### Work request
Up through the line that contains "position:relative; width:2178px; height:1193px;", retype the entries exactly, beginning at the very first line.

(Supplied records begins)

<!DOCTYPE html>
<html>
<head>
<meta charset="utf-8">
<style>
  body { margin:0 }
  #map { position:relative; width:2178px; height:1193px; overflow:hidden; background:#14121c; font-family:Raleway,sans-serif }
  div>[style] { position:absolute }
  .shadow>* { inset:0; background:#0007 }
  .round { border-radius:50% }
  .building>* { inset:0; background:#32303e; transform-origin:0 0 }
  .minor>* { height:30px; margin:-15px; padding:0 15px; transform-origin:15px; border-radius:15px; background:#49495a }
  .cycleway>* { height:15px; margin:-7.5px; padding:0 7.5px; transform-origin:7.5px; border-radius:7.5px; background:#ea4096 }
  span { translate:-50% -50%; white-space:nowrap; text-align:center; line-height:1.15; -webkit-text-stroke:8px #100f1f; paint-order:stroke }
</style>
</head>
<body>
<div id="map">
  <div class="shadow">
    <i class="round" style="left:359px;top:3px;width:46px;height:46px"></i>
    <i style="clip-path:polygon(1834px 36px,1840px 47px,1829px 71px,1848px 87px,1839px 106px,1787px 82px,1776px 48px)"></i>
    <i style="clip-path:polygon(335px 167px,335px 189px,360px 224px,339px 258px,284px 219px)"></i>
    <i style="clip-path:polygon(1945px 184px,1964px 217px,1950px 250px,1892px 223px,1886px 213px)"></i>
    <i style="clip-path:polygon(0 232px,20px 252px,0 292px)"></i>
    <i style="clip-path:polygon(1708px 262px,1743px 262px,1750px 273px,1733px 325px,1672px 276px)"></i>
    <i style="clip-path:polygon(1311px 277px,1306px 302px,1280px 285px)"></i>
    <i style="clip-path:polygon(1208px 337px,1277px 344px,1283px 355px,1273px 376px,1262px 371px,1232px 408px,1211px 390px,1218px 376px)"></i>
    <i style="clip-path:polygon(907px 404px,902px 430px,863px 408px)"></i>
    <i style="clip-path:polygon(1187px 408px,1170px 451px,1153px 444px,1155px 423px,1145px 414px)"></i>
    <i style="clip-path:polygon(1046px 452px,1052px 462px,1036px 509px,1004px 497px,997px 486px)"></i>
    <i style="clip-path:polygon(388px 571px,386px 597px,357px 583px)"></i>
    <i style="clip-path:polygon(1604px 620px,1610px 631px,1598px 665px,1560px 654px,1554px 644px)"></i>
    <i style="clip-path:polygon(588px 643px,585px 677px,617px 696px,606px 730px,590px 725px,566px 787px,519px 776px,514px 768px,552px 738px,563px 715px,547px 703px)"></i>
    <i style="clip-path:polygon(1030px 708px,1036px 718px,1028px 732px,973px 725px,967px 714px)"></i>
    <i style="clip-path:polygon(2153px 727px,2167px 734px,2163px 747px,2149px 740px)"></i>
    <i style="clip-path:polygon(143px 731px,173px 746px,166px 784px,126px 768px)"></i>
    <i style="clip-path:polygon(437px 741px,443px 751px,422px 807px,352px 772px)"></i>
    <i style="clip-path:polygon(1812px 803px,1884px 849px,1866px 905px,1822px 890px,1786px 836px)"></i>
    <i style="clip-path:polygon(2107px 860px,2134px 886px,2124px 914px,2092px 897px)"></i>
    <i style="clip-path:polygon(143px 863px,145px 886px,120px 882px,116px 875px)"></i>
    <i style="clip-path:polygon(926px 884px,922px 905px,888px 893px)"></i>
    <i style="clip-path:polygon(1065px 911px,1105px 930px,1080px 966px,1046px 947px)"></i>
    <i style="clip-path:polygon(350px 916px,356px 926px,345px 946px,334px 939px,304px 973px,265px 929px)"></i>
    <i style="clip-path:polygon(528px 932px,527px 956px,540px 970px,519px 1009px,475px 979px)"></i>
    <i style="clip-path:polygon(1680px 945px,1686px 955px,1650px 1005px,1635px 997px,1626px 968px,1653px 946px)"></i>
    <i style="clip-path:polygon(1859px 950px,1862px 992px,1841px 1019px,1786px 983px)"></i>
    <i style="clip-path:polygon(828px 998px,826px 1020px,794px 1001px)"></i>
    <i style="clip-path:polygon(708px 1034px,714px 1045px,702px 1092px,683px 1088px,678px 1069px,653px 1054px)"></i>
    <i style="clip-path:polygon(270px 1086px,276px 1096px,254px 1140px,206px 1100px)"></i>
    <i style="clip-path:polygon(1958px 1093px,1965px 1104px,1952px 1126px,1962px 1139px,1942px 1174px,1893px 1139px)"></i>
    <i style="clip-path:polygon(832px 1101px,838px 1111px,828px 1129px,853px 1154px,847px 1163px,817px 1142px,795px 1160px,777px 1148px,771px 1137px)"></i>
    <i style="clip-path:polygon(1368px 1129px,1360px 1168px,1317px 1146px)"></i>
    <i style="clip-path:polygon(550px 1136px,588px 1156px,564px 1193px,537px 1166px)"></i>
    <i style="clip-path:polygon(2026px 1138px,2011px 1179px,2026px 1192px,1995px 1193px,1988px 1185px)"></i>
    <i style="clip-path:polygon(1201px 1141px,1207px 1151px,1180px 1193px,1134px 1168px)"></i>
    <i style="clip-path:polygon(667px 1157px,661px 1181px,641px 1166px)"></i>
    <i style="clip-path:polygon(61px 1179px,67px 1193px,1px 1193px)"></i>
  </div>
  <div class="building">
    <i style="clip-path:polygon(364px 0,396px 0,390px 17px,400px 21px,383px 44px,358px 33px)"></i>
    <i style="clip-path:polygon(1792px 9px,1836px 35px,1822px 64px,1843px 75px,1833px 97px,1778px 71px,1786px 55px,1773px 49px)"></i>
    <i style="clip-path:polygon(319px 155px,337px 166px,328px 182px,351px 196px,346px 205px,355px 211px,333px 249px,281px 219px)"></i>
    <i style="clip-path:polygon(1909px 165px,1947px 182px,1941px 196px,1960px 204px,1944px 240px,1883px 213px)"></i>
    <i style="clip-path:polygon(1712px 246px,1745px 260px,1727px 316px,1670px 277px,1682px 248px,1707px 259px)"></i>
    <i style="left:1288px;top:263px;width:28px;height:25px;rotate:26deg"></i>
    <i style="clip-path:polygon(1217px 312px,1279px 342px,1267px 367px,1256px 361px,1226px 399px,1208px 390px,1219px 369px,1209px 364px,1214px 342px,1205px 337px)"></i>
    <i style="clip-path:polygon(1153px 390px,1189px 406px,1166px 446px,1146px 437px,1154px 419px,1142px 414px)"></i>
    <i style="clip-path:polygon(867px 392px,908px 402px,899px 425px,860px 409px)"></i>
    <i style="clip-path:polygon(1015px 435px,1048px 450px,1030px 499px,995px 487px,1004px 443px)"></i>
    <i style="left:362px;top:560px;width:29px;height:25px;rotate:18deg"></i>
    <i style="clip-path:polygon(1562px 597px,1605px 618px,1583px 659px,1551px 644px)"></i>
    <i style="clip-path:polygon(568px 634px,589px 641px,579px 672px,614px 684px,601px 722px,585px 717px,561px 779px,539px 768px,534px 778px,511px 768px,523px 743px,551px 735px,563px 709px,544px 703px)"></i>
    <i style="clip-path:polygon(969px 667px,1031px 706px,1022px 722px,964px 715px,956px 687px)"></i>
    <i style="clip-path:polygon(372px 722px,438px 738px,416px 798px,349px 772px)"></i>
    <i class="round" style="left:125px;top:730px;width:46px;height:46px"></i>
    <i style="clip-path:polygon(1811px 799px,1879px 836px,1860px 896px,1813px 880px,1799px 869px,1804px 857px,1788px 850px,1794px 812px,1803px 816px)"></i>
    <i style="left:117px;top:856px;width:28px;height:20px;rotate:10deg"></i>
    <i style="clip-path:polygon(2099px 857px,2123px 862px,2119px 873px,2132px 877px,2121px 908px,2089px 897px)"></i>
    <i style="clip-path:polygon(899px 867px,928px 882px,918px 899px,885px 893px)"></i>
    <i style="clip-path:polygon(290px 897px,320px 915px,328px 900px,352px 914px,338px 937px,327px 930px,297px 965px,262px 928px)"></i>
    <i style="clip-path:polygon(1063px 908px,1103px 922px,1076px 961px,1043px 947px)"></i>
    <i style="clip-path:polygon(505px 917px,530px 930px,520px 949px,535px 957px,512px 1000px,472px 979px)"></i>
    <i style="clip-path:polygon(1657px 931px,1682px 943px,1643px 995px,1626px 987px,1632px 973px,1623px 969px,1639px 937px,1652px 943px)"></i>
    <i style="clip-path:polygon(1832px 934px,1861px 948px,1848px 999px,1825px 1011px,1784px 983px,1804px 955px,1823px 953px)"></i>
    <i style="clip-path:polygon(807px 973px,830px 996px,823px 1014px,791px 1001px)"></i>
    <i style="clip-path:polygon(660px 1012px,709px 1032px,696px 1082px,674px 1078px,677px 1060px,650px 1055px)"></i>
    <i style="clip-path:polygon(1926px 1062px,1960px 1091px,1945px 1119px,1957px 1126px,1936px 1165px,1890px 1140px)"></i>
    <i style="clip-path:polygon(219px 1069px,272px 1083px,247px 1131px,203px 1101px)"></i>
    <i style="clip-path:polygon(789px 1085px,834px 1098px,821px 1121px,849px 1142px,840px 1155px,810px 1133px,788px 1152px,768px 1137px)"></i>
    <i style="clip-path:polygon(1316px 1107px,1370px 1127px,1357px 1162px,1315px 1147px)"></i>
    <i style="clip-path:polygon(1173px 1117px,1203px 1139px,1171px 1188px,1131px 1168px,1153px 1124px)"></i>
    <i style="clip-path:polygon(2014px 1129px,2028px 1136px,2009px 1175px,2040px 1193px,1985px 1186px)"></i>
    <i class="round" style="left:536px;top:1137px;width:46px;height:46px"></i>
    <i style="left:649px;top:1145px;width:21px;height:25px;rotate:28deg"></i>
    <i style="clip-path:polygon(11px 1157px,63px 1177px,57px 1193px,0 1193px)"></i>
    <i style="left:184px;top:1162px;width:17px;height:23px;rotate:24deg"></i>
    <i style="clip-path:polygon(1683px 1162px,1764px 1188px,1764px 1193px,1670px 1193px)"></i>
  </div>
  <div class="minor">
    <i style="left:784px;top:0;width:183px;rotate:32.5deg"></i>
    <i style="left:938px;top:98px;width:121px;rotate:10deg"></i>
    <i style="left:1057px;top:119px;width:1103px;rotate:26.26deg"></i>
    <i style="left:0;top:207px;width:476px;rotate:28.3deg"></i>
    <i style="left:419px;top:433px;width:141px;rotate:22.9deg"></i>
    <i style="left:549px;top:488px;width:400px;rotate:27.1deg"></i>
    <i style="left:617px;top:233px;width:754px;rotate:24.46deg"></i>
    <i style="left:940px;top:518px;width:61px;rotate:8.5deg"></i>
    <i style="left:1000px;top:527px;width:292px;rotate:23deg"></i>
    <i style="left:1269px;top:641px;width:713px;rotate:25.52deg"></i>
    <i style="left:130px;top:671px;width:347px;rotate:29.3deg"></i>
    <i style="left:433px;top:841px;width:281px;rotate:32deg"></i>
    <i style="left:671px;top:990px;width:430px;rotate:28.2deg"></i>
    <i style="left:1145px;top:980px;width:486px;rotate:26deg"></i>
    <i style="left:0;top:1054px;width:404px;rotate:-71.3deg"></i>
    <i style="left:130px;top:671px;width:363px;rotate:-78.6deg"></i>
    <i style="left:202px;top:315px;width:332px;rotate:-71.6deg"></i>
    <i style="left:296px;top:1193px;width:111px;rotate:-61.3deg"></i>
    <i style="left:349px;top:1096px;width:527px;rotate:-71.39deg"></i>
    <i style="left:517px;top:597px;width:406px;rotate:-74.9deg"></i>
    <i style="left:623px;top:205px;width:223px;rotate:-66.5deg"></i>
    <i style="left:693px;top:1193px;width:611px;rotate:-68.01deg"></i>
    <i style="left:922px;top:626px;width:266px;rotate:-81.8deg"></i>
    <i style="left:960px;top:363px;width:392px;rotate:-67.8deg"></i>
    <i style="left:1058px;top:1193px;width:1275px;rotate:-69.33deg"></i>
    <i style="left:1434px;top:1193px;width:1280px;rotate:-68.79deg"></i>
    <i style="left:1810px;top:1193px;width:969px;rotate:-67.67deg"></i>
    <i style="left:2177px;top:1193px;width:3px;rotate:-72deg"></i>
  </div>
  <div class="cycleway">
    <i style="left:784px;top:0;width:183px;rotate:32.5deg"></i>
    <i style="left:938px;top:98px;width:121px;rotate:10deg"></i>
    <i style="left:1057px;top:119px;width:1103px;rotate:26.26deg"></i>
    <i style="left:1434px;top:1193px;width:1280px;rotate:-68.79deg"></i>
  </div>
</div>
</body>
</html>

(Supplied records ends)

### Reply to the task
<!DOCTYPE html>
<html>
<head>
<meta charset="utf-8">
<style>
  body { margin:0 }
  #map { position:relative; width:2178px; height:1193px; overflow:hidden; background:#14121c; font-family:Raleway,sans-serif }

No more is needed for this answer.